A drip irrigation system you purchase has water emitters engineered to offer a consistent, specified output over wide changes in elevation and pressure. They're also made to be resistant to clogging or root penetration. You can buy tubing with emitters installed, say, 6, 12 or 18 inches apart; such tubing is good for watering whole beds. Or you can buy solid plastic tubing and punch in emitters wherever you want.

Emitters, those you plug in or those pre-installed, typically put out water at a specified, leisurely rate of 1/4 to 4 gallons per hour.

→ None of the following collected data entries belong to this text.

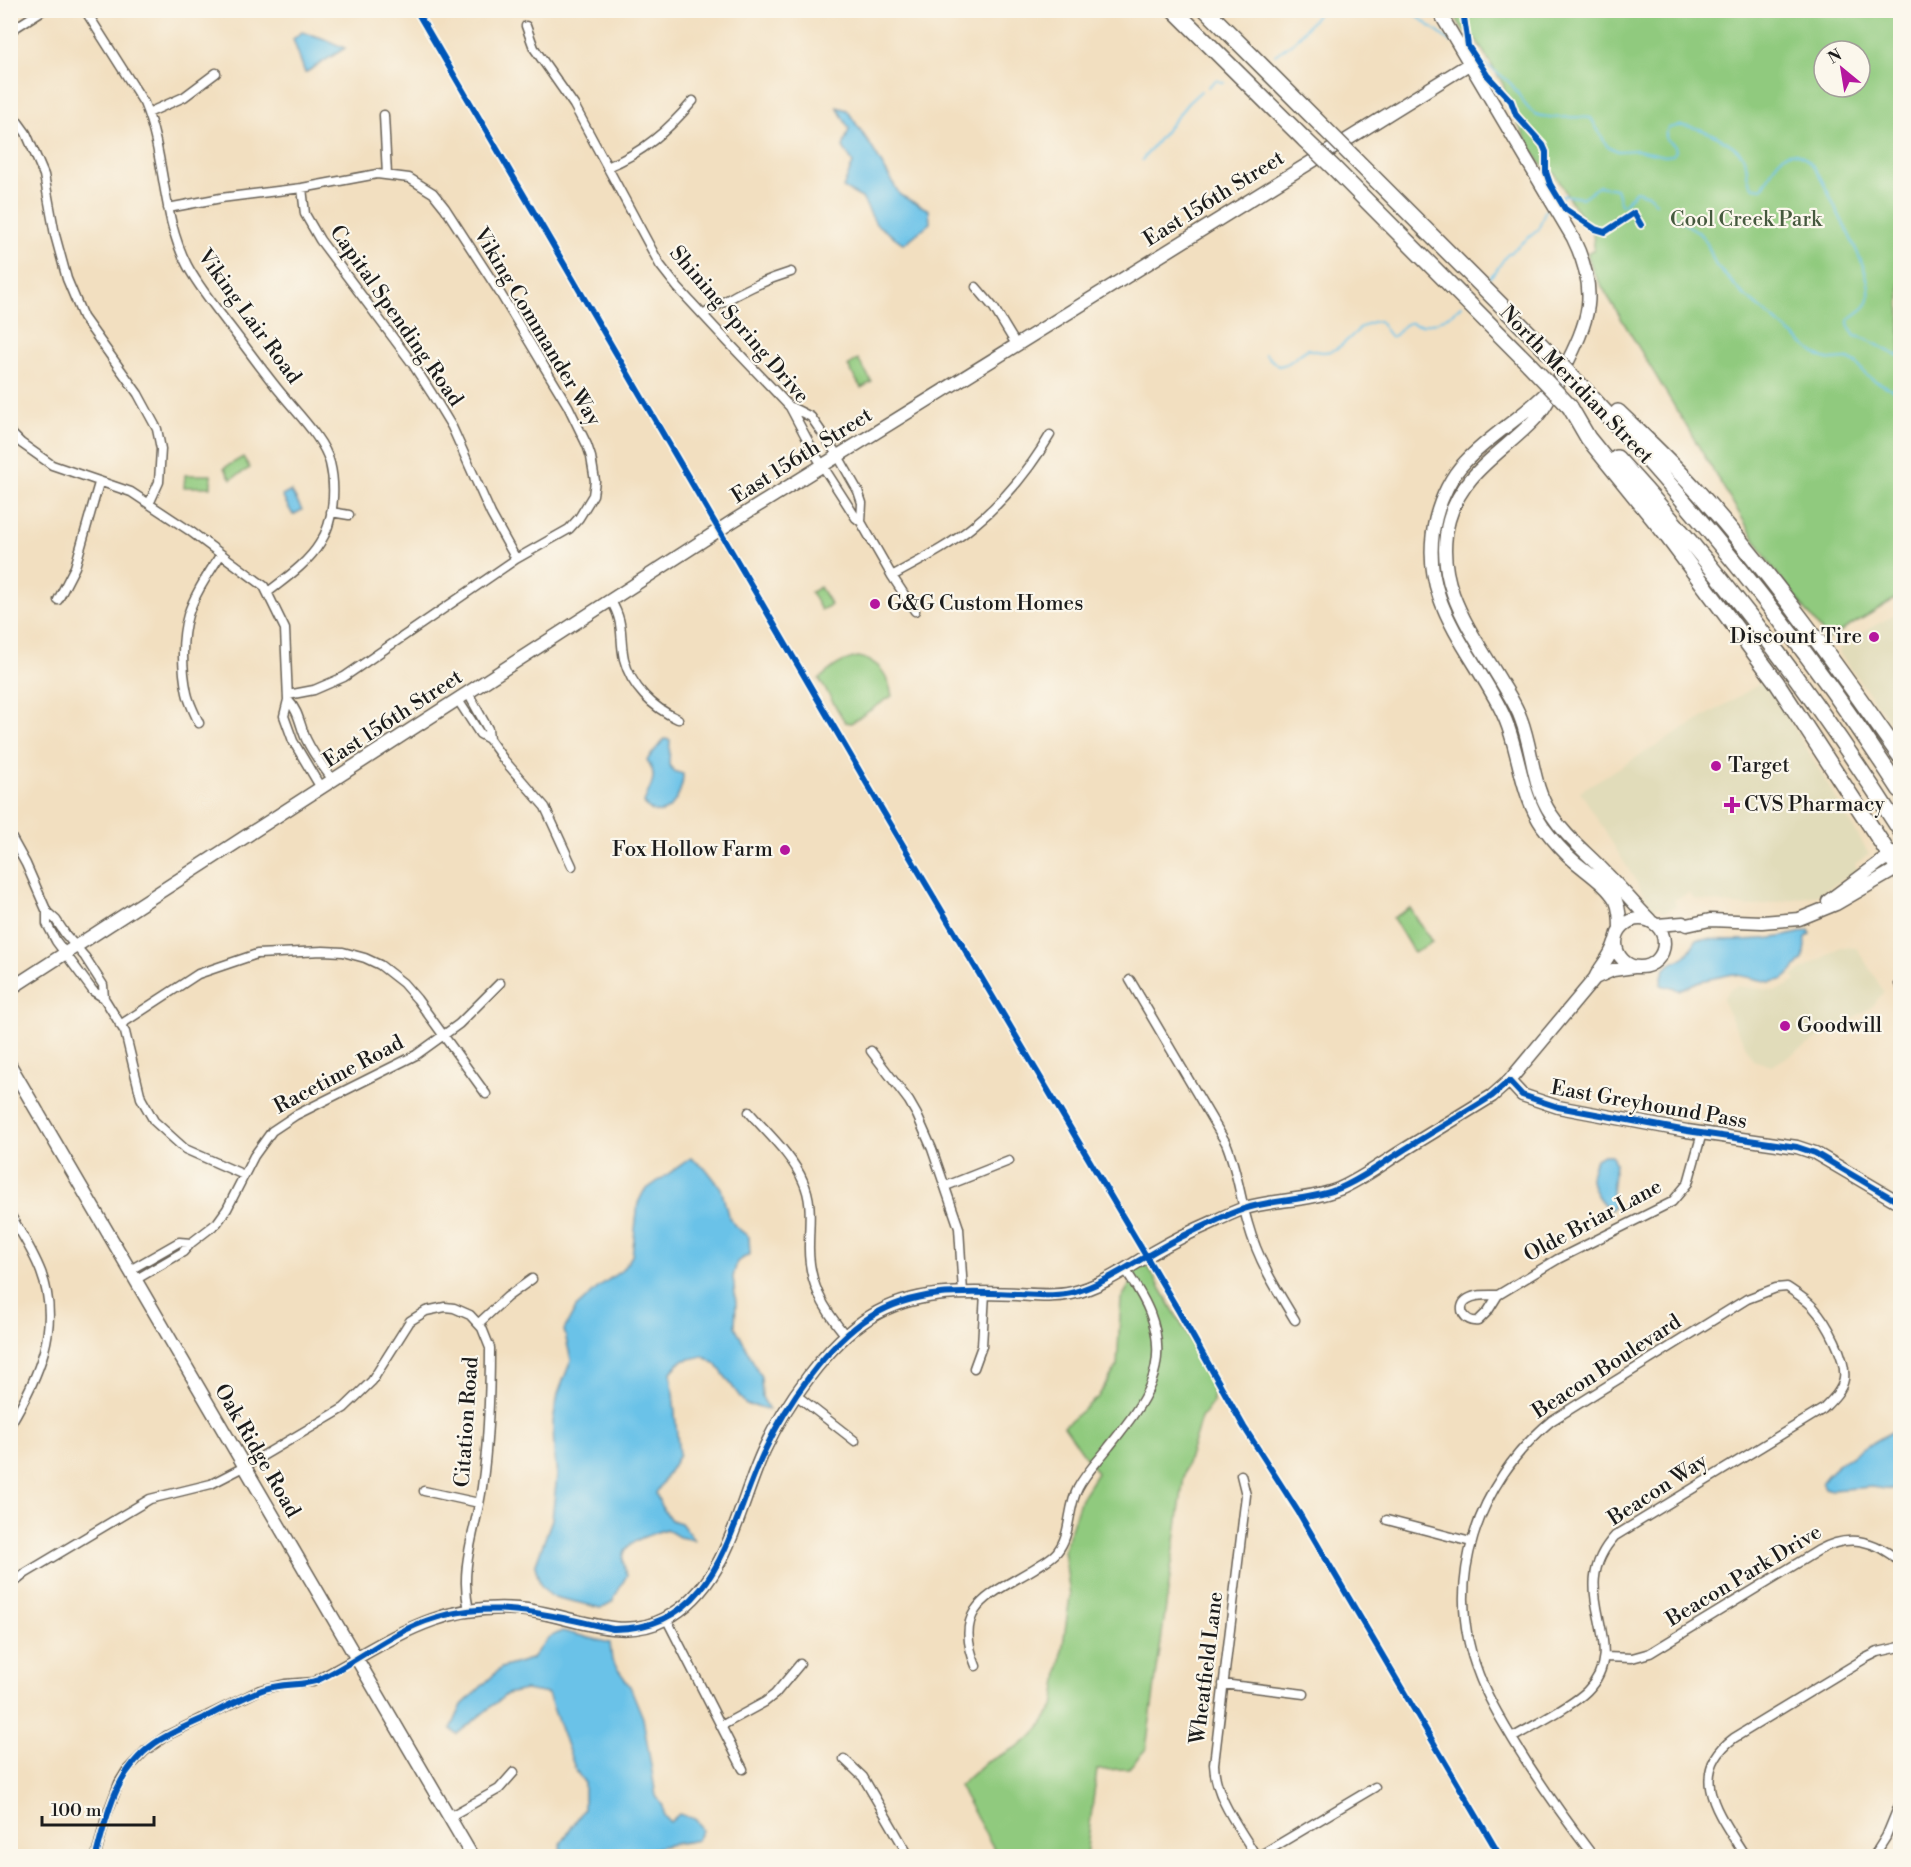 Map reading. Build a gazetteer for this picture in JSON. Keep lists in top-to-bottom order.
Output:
{
  "streets": {
    "highway": ["North Meridian Street"],
    "street": [
      "East 156th Street",
      "Capital Spending Road",
      "Viking Lair Road",
      "Shining Spring Drive",
      "Viking Commander Way",
      "Racetime Road",
      "East Greyhound Pass",
      "Olde Briar Lane",
      "Beacon Boulevard",
      "Citation Road",
      "Oak Ridge Road",
      "Beacon Way",
      "Beacon Park Drive",
      "Wheatfield Lane"
    ]
  },
  "crossings": [
    ["East 156th Street", "Shining Spring Drive"],
    ["Capital Spending Road", "Viking Commander Way"],
    ["Viking Lair Road", "Viking Commander Way"],
    ["Racetime Road", "Oak Ridge Road"],
    ["East Greyhound Pass", "Olde Briar Lane"],
    ["Beacon Boulevard", "Beacon Way"],
    ["Beacon Way", "Beacon Park Drive"]
  ],
  "parks": ["Cool Creek Park"],
  "places": {
    "other": [
      "G&G Custom Homes",
      "Discount Tire",
      "Target",
      "Fox Hollow Farm",
      "Goodwill"
    ],
    "health": ["CVS Pharmacy"]
  },
  "scale_bar": "100 m",
  "north": "top left"
} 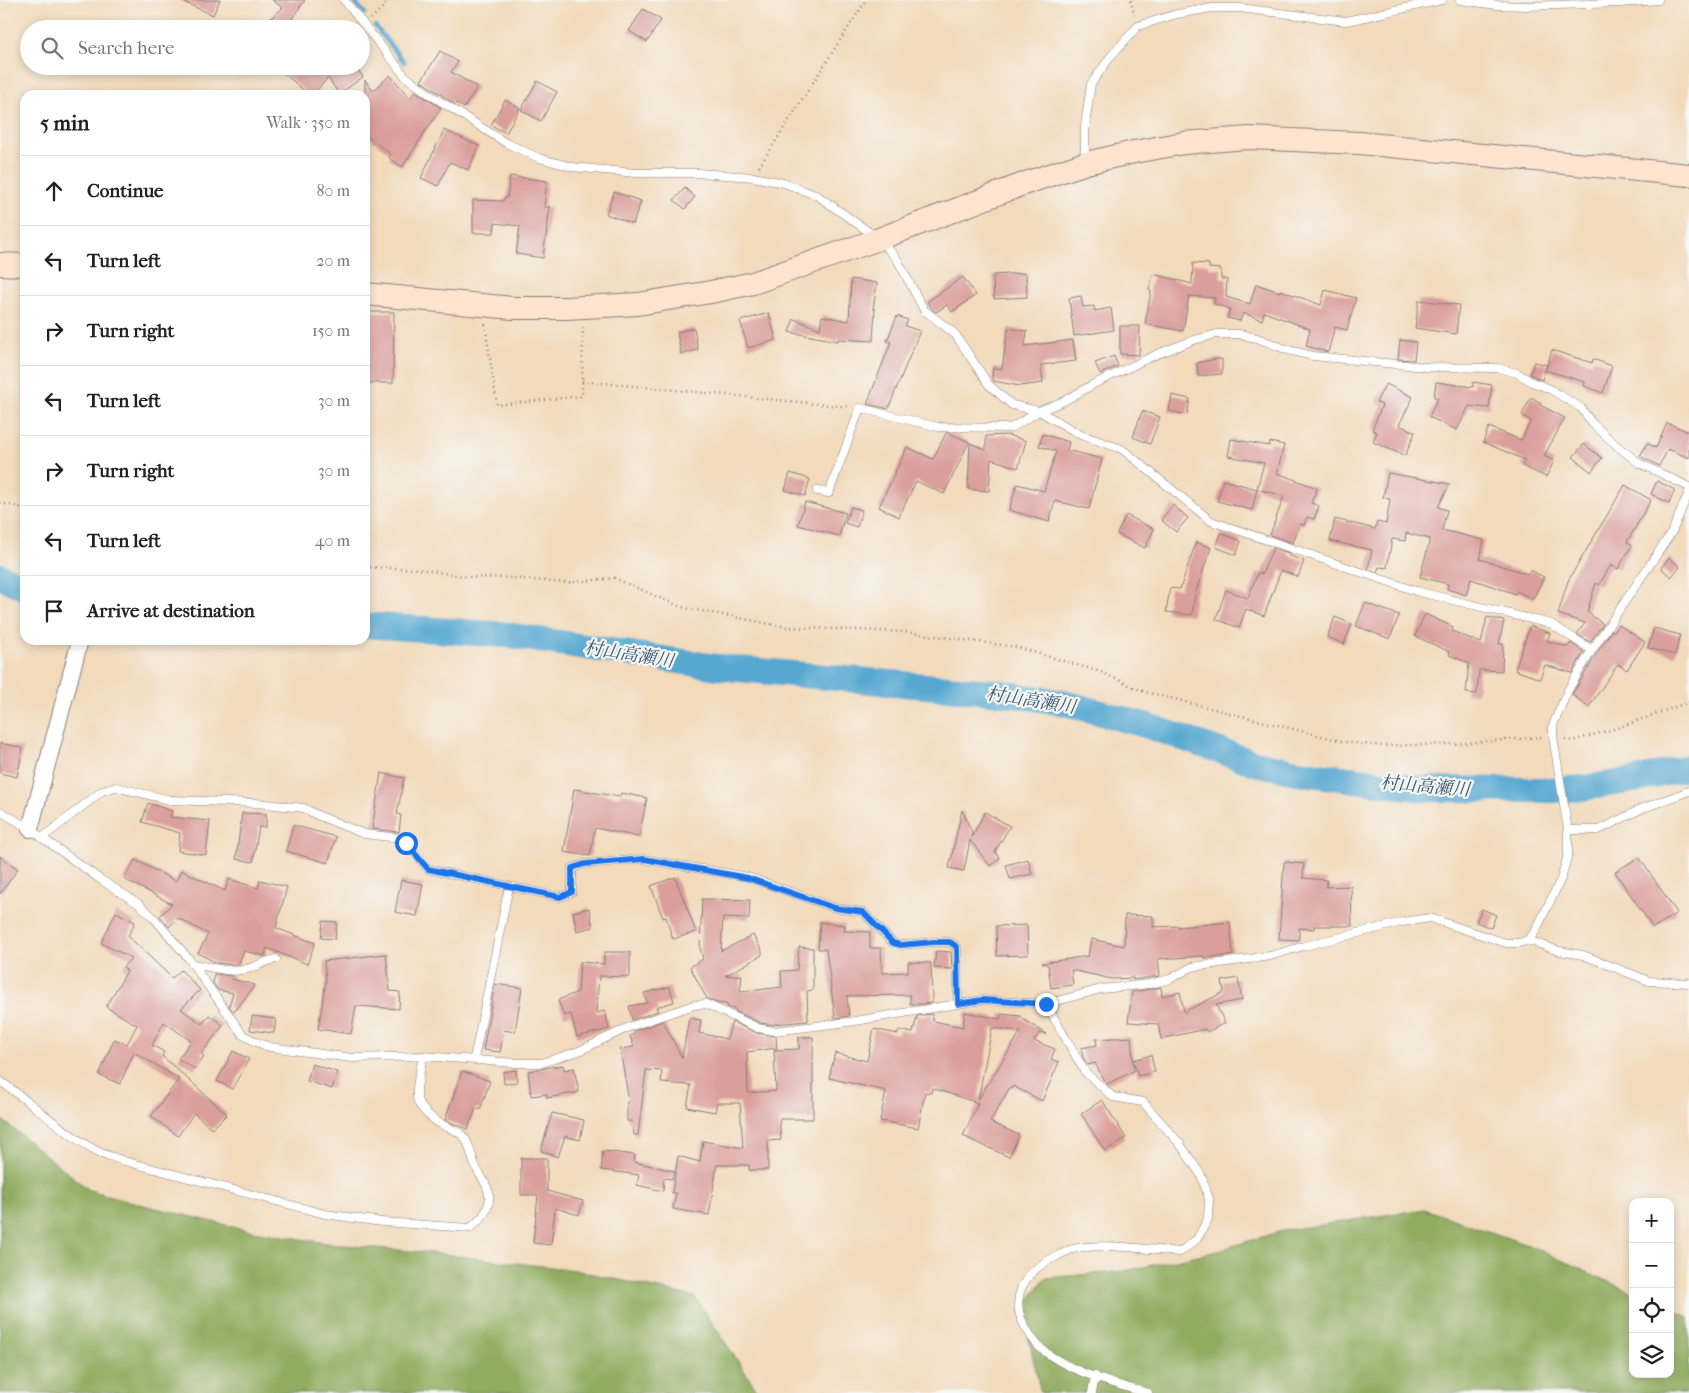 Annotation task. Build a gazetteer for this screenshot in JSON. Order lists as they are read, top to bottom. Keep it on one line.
{"water":["村山高瀬川"],"page":{"search":"Search here","heading":["5 min","Walk · 350 m"],"list":[["Continue","80 m"],["Turn left","20 m"],["Turn right","150 m"],["Turn left","30 m"],["Turn right","30 m"],["Turn left","40 m"],"Arrive at destination"],"map_buttons":["+","−"]}} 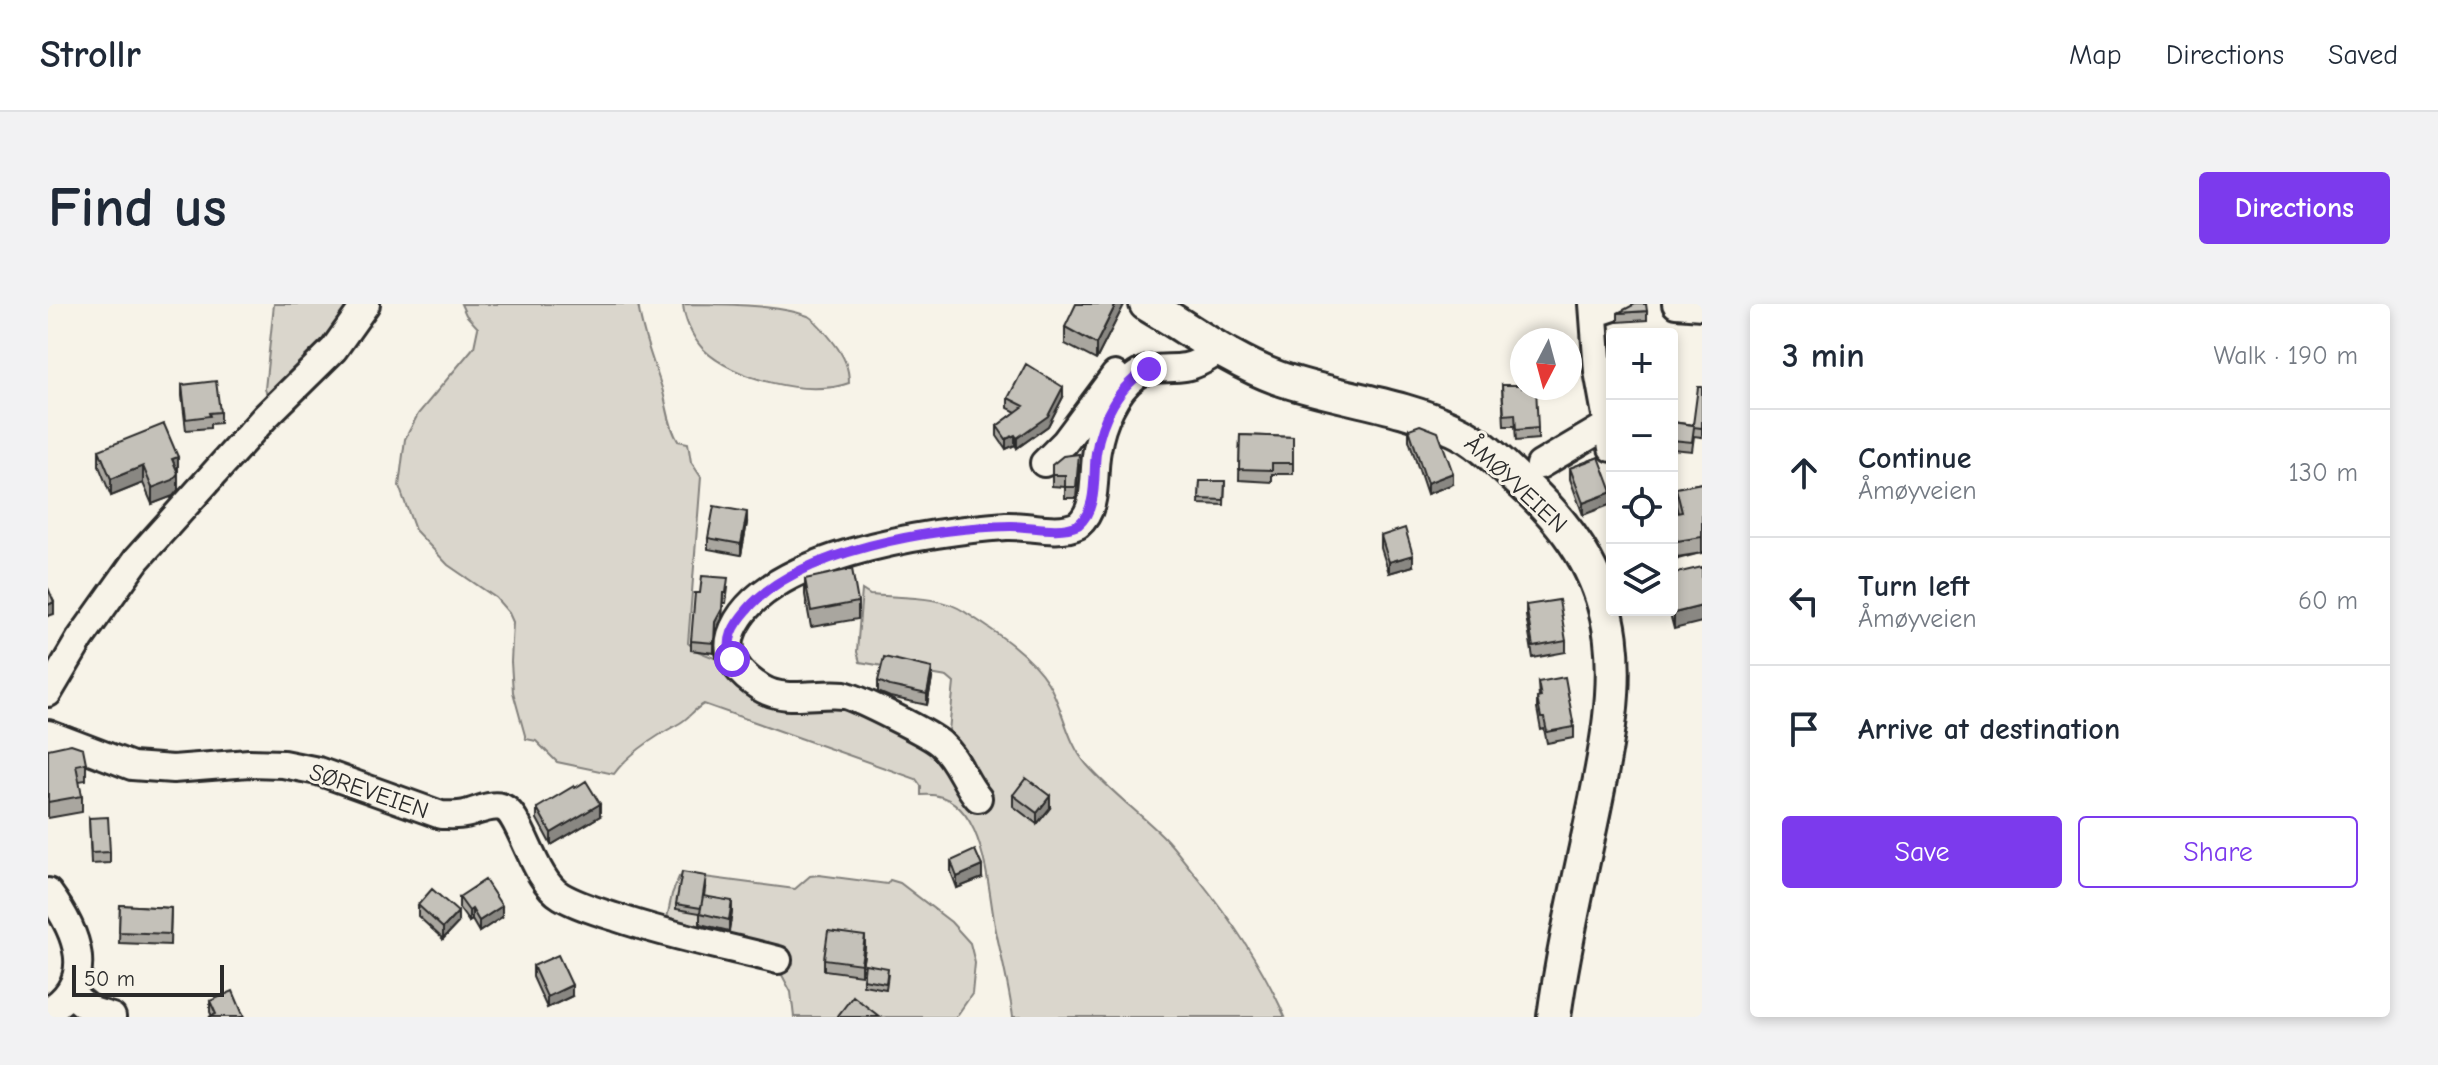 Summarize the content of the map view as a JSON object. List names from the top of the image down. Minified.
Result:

For a flower bed or closely spaced plants like carrots, tubing with emitters already installed wets the whole bed. Capillary attraction into small pores in the soil draw water sideways even as gravity is pulling water downwards, so wetted areas within the soil overlap.

Sideways spread

Water's lateral spread depends on soil type, from about a foot in sandy soils to about 3 feet in clays. So in a bed, these dripper lines could be laid out a couple of feet or 6 feet apart, depending on whether the soil is, respectively, a sand or a clay. Soils are rarely pure sand or pure clay, so actual spacing lies somewhere in between.

For individual plants like widely spaced small shrubs and trees, figure on using solid tubing with one or more emitters next to each plant. Emitters that attach to the ends of thin flexible tubes are useful for watering plants in pots.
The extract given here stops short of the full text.